Tuesday, January 5, 2010

From My Dateless Dairy: A Farewell Note from Joe’s Father: A Primer on childhood/school friendship

On June 29th, 2002 I wrote this Farewell Note to my daughter’s friend on her way to the United States to pursue her higher studies. This letter sum up the essence of childhood friendship, which every one of us want to cherish and reflect upon.

In less than a fortnight, your scheduled flight to the U.S.-the dreamland for the young will take place. All of us would miss your company and feel the absence terribly. And yet we know that the U.S. trip is most welcome for two reasons;
i) Your stay at the U.S. would blanket you with mother’s love and care.
ii) That dreamland will provide you more opportunities and challenges for upward academic mobility and growth.
By reflecting and ruminating over that pleasant prospect, we all feel terribly happy.

From Pre-K.G. to school final, we confront and coexist with a host of friends. Continually, some slip in and a few slip out. Towards the end, only a select few-a truly blessed man a handful remains to comfort our heart and soul. Yes! Nature has its own mysterious ways of filtering meticulously and bestowing more mercifully both spark of love and a hand of friendship. What ultimately remains is a distilled essence of pure love-the innocent unaccusing love and affection.

The Economics and Politics, including the Chemistry and Physics behind the veil of entry and exit of that friendship, are indeed very difficult to unravel. In the never ending journey of life, it is also difficult to say who is our good friend and to what extent we are to others. If you are able to hold on to the childhood school friends even at the old age, you must be a gifted one.

All said and done, any adjective will be a poor substitute to exemplify both the utility and value of school friendship. A series of continual misunderstanding or wrong way of communications of feelings and sometime a short term estrangement in relationship may take place due to inadequacy of love or excess of it. And yet the school friendship is always warm, intimate and enveloping. It will always have a calm and pacifying presence in life.

At the time of parting, we don’t say good-bye, as the word is conventionally associated with sadness. Instead, all of us would like to lock up all the pleasant memories about you, deep into our heart and just rejoice over it. Any separation, any delinking, which takes place in a spontaneous fashion must be for the ultimate good and we should learn to live with it and profit by it.

Before I end this farewell note, shall I quote a passage from a book written by Herbert Welch, the Bishop of Methodist Church, in his hundredth year:

“God has not made a world in which security and ease and happiness are the highest attainments; but rather a world of watchfulness, for work, for struggle, and for suffering as a normal part of the full life.

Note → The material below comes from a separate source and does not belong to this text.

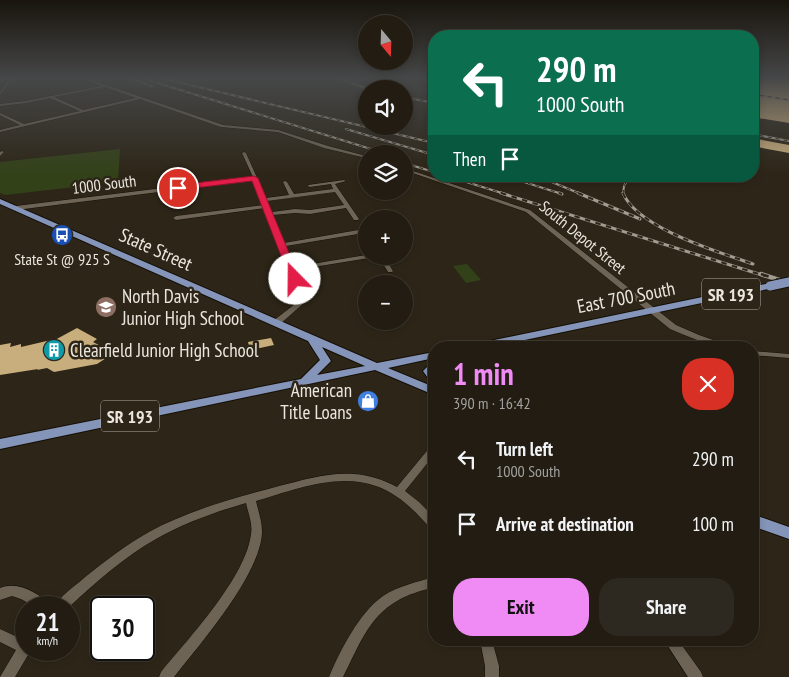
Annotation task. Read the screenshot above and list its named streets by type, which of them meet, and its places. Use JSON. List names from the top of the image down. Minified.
{"streets":{"main road":["State Street","SR 193","East 700 South"],"street":["1000 South","South Depot Street"]},"crossings":[["1000 South","State Street"],["South Depot Street","East 700 South"],["State Street","SR 193"]],"places":{"bus stop":["State St @ 925 S"],"school or university":["North Davis Junior High School"],"building":["Clearfield Junior High School"],"shop":["American Title Loans"]},"north":"bottom","page":{"map_buttons":["+","−"],"turn":["290 m","1000 South"],"then":"Then","heading":["1 min","390 m · 16:42"],"list":[{"name":"Turn left","note":"1000 South","value":"290 m"},{"name":"Arrive at destination","value":"100 m"}],"buttons":["Exit","Share"],"speed":"21 km/h","limit":"30"}}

I see to my comfort, that God has established a society, not of pleasant puppets and happy playboys, but of men and women whose characters have been shaped through conflicts, doubts, hardships and perhaps defeats. Life, as god planned it is not to be a nursery for coddling of perpetual infants, but a school for adult education”.

The ancient Thirukkural sums up the essence of life in the same vein
Simply translated, those who do not crave for sensual pleasures/materialistic life and who know that suffering is the spice of life, do not suffer.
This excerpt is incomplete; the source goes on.